20 May 2008 : Column 1WH

Westminster Hall

Tuesday 20 May 2008

[Mr. Peter Atkinson in the Chair]


Motion made, and Question proposed, That the sitting be now adjourned.—[Liz Blackman.]

9.30 am

Mr. Quentin Davies (Grantham and Stamford) (Lab): It is a great pleasure to serve under your chairmanship, Mr. Atkinson. I am most grateful to Mr. Speaker for giving me the opportunity to call this debate. As I shall be entering territory that is highly charged with controversy and emotion, it might be helpful if I begin by saying where I come from. I do not have and never have had any personal, family or business connections with the state of Israel, any Palestinian community or institution, or any Arab country. It is meaningless to call any individual human being objective—that would be a misuse of the language—but it is fair to say that I come from as neutral a background as can readily be conceived.

I have visited Israel three times: once in my 20s, privately; once at the invitation of the Conservative Friends of Israel—I hope that they do not regret their kind hospitality to me on that occasion; and once as a member of the International Development Committee. I have also visited on one occasion each of Israel’s Arab neighbours—in fact, I have been to Egypt three times. That is my background.

I had originally asked for a debate to commemorate the 60th anniversary of the foundation of the state of Israel, but I gather that, for technical reasons, it is not possible to make that the subject of a debate. The foundation of the state of Israel, which took place 60 years ago last week, was an event of extraordinary consequence in the middle east. It took place in extremely dramatic and, indeed, desperate circumstances. I remind the House that in May 1948, there had been open warfare between Jewish and Arab-Palestinian communities in Palestine for a long time. The mandate was about to end: the British were withdrawing to the last ports and would leave for the last time the next day or the day after. The very next day, on 15 May 1948, all four of Israel’s Arab neighbours—Lebanon, Syria, the Hashemite Kingdom of Jordan and Egypt—together with Iraq invaded Israel. Few people gave Israel any great chance of surviving.

Israel did survive, of course.

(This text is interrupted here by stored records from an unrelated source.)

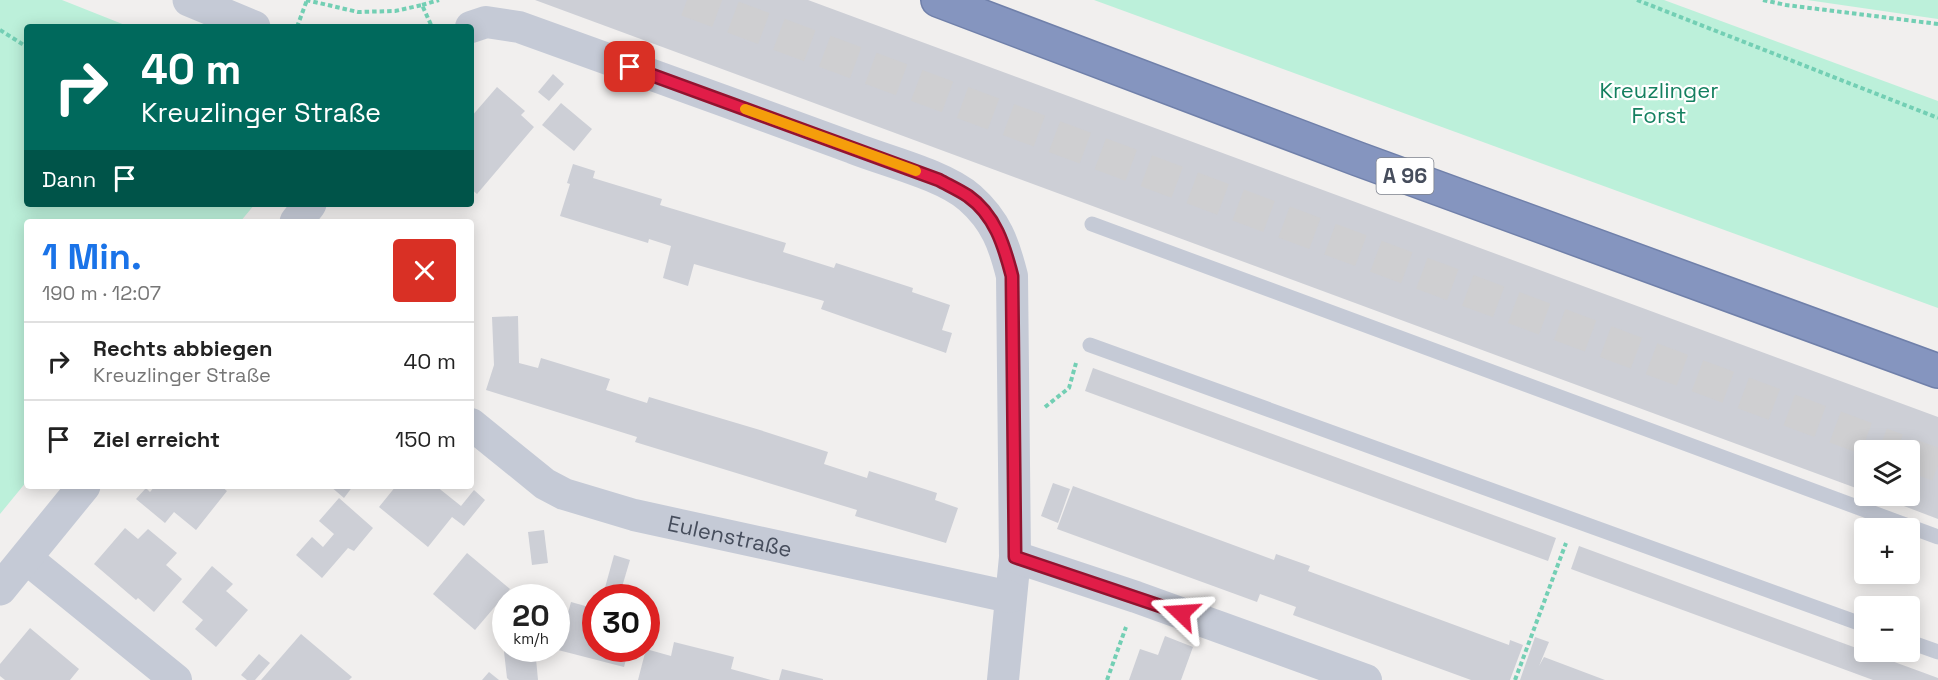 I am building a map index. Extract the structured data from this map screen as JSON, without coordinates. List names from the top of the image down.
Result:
{
  "streets": {
    "highway": ["A 96"],
    "street": ["Eulenstraße"]
  },
  "parks": ["Kreuzlinger Forst"],
  "page": {
    "turn": ["40 m", "Kreuzlinger Straße"],
    "then": "Dann",
    "heading": ["1 Min.", "190 m · 12:07"],
    "list": [
      {
        "name": "Rechts abbiegen",
        "note": "Kreuzlinger Straße",
        "value": "40 m"
      },
      {
        "name": "Ziel erreicht",
        "value": "150 m"
      }
    ],
    "map_buttons": ["+", "−"],
    "speed": "20 km/h",
    "limit": "30"
  }
}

It won that war and three subsequent wars with its Arab neighbours. Today, it is a remarkably successful country with an extremely high standard of living. Its per capita income is the highest in the middle east, except for the oil and gas-rich countries of the Gulf, and actually it is not so far removed from them as one might imagine. I checked the figures last night: the latest World Bank figures show that Israel has a per capita income of $18,000 a year, and Saudi Arabia, with all its oil, has a per capita income of only $23,000 a year. That is the measure of Israel’s economic achievement.

20 May 2008 : Column 2WH

Israel is a stable democracy and the only country in the region that can be described as such. It is famed for its universities and its scientific and entrepreneurial achievements. I believe that it is the third country in the world in terms of the rate of business creation per head of population, and the first for the rate of business creation by women and those aged over 55.

I am well aware that many people in this country and in the world are willing to pay tribute to the achievements of Israel but will then immediately say there is a dark side—that all those achievements have been made at the expense of the Palestinian people whose land has been seized and whose heritage has been robbed by alien immigrants and occupiers. It is because that view is so widespread that I want to address it explicitly this morning.

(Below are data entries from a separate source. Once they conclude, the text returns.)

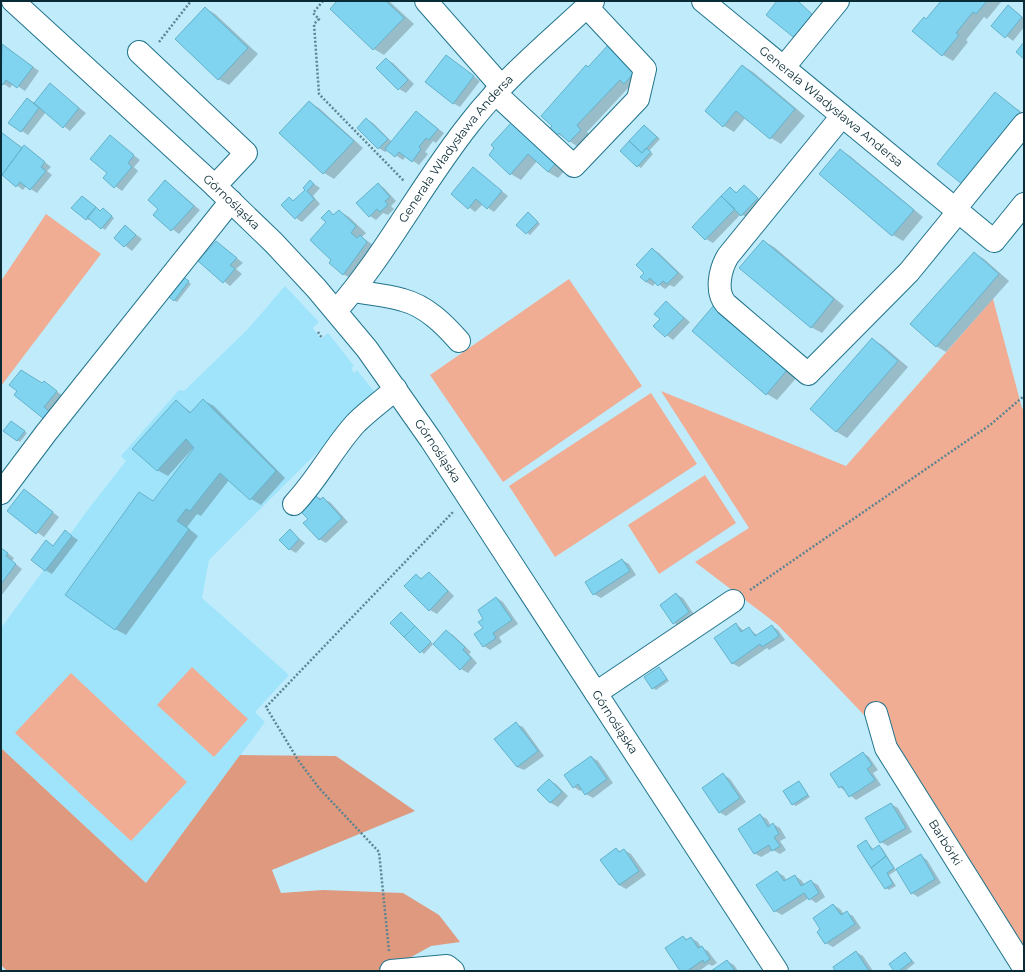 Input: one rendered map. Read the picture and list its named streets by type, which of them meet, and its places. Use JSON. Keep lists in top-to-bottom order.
{
  "streets": {
    "street": ["Generała Władysława Andersa", "Górnośląska", "Barbórki"]
  },
  "crossings": [
    ["Generała Władysława Andersa", "Górnośląska"]
  ]
}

Three things must be said in response to that view. First, Palestine has never had a homogeneous population: there have always been some Jewish communities there. Some Jews remained after 70 AD, when Vespasian put down the Jewish revolt, dispersed the population and destroyed the temple except for the famous western wall. Some Jewish communities remained through the rest of the Roman-Byzantine period, through the Arab invasions in the 7th century, through the arrival of the Seljuks, through the period of the Christian kingdoms—the Crusader kingdoms of the 12th and 13th centuries—and through the arrival of the Ottomans in the early 16th century. Indeed, in the later Ottoman period there was increasing immigration of Jews into Israel, notably from eastern Europe.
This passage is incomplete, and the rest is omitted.